« Le punk, c'est un terrain de jeu »

Auteurs de l'ouvrage "Grenoble Calling, Une histoire orale du punk dans une ville de province", chroniqué dans ces pages la semaine dernière, Nicolas Bonanni et Margaux Capelier ont accepté de répondre, par e-mail, à nos questions.


Quand et comment est né le projet de ce livre ?
Clairement, on s'est lancé-e-s dans ce projet parce qu'on participe à cette scène. On n'a pas du tout une posture de journalistes ou de sociologues, et, il faut le dire, on n'a aucune méthode scientifique. Nicolas vit depuis une vingtaine d'années à Grenoble, Margaux y a passé cinq ans. On a des regards et des parcours différents mais c'est un univers qui nous tient à cœur depuis longtemps. C'est bien en tant que participant-e-s qu'on s'est embarqué-e-s dans ce projet. On était intrigué-e-s par ce qui s'était passé dans cette ville "avant". Des lieux, des collectifs dont on avait seulement entendu parler... Le squat des Hell's Angels derrière la gare, par exemple, qu'est-ce que c'est que ça ? Donc oui, clairement il y a tout un pan de ce qui est raconté dans le bouquin qu'on ignorait complètement avant de s'y plonger. On en a profité pour tâcher de reconstituer le chemin qui avait amené à aujourd'hui, et essayer de rendre hommage à des personnes et des collectifs qui ont beaucoup œuvré et qui ne sont plus là.

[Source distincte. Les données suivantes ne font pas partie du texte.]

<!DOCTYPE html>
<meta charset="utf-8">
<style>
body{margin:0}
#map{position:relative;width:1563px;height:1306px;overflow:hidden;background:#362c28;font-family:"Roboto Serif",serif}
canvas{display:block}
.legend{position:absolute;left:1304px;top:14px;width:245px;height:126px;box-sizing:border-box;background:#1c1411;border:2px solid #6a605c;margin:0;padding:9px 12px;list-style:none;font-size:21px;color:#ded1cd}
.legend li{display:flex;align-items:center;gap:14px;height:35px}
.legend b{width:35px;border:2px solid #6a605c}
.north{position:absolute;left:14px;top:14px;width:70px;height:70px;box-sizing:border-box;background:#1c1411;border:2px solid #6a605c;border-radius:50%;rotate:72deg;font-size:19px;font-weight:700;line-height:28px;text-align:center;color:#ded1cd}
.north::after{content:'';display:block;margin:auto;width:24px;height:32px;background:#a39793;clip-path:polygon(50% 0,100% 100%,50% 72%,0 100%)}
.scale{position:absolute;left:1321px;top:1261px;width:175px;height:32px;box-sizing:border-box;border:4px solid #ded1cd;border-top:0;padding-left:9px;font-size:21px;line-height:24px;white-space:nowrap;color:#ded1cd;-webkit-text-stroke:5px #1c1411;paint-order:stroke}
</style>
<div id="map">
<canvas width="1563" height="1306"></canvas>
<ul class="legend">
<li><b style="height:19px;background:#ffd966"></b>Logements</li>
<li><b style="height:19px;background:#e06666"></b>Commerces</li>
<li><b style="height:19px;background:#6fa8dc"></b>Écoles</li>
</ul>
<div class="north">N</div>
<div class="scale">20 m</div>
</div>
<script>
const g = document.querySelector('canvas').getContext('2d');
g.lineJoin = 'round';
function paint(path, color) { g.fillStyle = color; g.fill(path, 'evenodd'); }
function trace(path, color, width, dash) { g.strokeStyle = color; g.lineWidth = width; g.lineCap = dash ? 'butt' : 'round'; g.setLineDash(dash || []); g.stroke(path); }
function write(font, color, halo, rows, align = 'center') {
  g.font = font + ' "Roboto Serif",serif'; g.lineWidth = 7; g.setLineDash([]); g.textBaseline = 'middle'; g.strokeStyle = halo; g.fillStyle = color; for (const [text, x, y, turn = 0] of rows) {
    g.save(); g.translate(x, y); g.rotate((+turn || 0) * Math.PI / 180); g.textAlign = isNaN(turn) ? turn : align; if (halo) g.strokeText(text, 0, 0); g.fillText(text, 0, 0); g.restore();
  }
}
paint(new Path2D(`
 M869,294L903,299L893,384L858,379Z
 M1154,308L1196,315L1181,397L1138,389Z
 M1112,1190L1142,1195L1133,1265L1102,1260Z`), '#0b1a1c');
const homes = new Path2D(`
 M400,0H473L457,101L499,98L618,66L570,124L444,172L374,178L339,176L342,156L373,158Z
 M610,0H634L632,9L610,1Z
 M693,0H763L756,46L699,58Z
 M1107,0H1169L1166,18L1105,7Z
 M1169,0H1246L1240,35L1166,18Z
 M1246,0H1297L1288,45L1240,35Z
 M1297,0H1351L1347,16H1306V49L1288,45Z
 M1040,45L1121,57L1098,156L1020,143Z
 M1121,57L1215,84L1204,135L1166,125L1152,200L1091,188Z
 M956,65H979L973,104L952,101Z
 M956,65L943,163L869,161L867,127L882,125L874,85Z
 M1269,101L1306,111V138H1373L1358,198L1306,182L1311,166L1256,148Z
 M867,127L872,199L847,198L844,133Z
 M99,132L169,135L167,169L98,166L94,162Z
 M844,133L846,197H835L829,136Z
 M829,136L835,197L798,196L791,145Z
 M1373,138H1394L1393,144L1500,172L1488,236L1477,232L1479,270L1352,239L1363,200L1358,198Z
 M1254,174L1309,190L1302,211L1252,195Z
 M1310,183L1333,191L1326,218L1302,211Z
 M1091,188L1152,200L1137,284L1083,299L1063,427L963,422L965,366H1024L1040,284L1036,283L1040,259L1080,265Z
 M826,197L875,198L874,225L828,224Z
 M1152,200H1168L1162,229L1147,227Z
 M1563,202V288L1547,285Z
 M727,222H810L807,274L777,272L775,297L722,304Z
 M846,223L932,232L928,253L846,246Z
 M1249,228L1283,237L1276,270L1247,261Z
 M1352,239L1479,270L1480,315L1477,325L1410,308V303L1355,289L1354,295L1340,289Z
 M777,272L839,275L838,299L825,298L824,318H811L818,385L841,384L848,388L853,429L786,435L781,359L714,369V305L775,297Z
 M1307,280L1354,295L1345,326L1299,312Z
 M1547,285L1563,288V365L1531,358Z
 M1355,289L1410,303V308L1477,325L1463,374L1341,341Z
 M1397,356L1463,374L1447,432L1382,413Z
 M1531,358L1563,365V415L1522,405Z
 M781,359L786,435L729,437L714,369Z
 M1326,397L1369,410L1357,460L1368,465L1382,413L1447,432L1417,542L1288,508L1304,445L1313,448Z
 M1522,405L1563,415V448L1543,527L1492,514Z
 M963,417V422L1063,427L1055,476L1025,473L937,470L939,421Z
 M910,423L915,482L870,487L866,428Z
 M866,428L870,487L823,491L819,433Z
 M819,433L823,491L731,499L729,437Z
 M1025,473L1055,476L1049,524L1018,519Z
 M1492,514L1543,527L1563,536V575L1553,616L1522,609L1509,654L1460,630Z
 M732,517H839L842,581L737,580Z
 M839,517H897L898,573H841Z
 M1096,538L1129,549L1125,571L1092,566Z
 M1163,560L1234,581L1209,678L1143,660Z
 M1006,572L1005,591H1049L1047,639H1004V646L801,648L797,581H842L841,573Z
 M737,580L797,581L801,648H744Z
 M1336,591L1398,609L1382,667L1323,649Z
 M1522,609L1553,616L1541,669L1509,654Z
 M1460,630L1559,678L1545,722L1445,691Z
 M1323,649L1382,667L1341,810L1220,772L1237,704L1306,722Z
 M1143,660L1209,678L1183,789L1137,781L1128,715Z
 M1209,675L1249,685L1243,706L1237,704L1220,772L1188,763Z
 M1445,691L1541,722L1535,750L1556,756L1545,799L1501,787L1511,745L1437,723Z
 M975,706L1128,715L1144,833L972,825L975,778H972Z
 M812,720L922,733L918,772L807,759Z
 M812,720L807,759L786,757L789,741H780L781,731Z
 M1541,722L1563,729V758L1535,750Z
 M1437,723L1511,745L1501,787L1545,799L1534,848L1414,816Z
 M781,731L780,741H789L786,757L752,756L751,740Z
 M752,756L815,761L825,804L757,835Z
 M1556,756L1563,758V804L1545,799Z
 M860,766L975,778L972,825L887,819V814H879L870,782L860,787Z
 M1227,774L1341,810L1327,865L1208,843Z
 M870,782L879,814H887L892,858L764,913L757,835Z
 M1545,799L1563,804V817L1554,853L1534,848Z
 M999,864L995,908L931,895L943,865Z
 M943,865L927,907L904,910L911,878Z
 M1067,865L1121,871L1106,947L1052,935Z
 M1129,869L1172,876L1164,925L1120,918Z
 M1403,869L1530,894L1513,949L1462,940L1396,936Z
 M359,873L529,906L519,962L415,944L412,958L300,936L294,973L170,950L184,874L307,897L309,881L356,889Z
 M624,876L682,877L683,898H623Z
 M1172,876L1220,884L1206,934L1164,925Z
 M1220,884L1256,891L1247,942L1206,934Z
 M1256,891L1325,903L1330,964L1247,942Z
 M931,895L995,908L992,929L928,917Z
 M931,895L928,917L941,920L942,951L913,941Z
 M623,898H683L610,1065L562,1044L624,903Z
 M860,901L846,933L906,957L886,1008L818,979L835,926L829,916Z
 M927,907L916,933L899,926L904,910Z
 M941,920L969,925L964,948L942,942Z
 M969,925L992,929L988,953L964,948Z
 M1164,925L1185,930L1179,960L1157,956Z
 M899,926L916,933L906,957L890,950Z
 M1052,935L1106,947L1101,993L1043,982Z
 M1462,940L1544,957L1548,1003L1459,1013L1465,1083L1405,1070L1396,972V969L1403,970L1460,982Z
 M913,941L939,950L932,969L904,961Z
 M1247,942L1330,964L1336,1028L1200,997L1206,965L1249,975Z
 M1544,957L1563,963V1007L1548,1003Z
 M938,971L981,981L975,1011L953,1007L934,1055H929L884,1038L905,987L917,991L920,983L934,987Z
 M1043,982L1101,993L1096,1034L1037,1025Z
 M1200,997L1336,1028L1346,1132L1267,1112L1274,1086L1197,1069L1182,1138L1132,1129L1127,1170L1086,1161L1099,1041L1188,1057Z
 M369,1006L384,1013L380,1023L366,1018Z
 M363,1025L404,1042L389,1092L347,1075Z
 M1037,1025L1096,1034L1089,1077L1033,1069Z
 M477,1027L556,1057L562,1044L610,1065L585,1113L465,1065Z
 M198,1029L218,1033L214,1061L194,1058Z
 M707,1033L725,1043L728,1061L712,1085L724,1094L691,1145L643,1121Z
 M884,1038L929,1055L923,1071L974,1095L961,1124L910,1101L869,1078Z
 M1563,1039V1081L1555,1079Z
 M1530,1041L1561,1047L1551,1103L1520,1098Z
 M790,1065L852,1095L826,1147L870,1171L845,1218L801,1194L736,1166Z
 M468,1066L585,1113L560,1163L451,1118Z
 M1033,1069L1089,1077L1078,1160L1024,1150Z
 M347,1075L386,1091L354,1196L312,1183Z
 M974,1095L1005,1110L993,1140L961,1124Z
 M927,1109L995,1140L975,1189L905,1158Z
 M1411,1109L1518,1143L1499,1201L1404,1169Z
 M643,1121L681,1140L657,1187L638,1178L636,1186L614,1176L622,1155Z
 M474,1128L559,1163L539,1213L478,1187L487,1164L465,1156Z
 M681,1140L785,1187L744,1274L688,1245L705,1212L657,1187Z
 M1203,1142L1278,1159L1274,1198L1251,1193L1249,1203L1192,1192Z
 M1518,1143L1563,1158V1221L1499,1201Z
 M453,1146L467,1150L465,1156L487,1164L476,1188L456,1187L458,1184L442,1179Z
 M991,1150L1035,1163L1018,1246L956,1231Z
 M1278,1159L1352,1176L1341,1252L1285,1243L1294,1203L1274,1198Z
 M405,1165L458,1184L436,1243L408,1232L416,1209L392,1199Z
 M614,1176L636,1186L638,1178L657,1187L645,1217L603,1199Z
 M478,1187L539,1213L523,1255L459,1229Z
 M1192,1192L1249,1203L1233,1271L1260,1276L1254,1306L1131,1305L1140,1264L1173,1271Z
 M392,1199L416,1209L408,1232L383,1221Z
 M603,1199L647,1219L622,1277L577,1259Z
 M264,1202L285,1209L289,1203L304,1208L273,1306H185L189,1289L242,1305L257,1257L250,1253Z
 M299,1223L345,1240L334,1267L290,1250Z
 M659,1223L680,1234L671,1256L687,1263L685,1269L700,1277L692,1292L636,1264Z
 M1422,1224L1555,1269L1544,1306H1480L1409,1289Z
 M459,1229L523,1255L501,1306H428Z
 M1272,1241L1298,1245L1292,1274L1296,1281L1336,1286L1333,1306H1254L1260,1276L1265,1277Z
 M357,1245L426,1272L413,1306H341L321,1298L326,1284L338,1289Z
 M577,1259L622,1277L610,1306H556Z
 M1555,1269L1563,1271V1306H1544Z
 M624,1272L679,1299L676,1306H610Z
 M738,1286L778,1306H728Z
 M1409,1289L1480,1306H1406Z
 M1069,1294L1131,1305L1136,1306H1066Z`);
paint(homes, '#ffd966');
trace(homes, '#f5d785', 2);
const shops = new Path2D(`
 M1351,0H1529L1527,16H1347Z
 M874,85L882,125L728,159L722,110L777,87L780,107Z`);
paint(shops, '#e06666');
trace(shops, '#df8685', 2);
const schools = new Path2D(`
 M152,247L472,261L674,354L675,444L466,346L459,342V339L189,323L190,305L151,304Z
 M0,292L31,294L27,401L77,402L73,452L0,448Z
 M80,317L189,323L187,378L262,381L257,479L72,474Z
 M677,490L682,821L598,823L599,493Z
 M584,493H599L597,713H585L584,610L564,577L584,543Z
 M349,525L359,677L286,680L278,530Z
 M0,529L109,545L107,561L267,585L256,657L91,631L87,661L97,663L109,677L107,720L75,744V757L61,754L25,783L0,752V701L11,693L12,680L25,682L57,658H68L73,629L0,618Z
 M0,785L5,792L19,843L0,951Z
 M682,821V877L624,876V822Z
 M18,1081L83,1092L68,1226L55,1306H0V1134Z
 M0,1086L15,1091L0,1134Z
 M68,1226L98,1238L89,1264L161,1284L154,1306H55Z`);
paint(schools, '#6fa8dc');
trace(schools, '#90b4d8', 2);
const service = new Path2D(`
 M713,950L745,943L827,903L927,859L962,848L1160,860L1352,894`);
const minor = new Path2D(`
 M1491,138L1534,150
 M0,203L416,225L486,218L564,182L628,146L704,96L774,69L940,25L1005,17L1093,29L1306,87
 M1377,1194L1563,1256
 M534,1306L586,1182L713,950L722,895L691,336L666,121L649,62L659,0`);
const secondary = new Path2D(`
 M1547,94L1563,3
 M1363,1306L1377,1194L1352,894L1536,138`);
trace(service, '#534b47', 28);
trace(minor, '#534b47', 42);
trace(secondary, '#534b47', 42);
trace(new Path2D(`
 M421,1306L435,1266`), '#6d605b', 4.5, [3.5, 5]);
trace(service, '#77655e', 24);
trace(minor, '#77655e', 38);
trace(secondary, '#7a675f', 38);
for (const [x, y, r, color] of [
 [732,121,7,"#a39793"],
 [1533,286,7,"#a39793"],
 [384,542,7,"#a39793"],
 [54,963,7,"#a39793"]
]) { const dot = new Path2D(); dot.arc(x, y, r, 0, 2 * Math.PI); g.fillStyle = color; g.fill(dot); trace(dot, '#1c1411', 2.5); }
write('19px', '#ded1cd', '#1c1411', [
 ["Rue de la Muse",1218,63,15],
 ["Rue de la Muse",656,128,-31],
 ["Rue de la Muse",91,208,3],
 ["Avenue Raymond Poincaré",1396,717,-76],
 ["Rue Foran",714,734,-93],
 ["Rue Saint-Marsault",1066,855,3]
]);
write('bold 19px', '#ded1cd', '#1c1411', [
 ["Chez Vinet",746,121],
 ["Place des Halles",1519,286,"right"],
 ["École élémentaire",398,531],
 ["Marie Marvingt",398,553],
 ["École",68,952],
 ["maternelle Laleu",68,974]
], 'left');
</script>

Grenoble Calling fonctionne sur le principe de "l'histoire orale". Qu'est-ce qui vous a poussé à privilégier ce format ?
Quand on a commencé, on était loin d'imaginer la forme finale. Fanzine, livre... Ça s'est précisé en cours de travail, et à un moment, on a opté pour cette forme de montage de paroles directes, sans commentaires supplémentaires, parce qu'on voulait garder la force de ce que les interviewé-e-s avaient vécu à ces périodes de leurs vies. En dehors des expériences individuelles, on voulait également qu'à la lecture, on retrouve le collectif, qui tient une grande part dans les pratiques punk et DIY. Alors, l'idée de "faire discuter les personnes entre elles" est venue du coup assez vite. Déjà parce qu'il nous est arrivé d'interviewer plusieurs personnes en même temps, et parce que les récits se croisaient, évidemment. On a puisé de l'inspiration dans des livres qui utilisent cette forme pour permettre cette plongée dans le vécu, sans fard, avec autant de rigolades que de moments difficiles : des bouquins comme Please Kill Me de Legs McNeil et Gillian McCain, The Other Hollywood de Legs McNeil et Jennifer Osborne, Dilapide ta jeunesse de Jürgen Teipel ou Baignoires, hépatites et autres histoires de NOFX et Jeff Alulis.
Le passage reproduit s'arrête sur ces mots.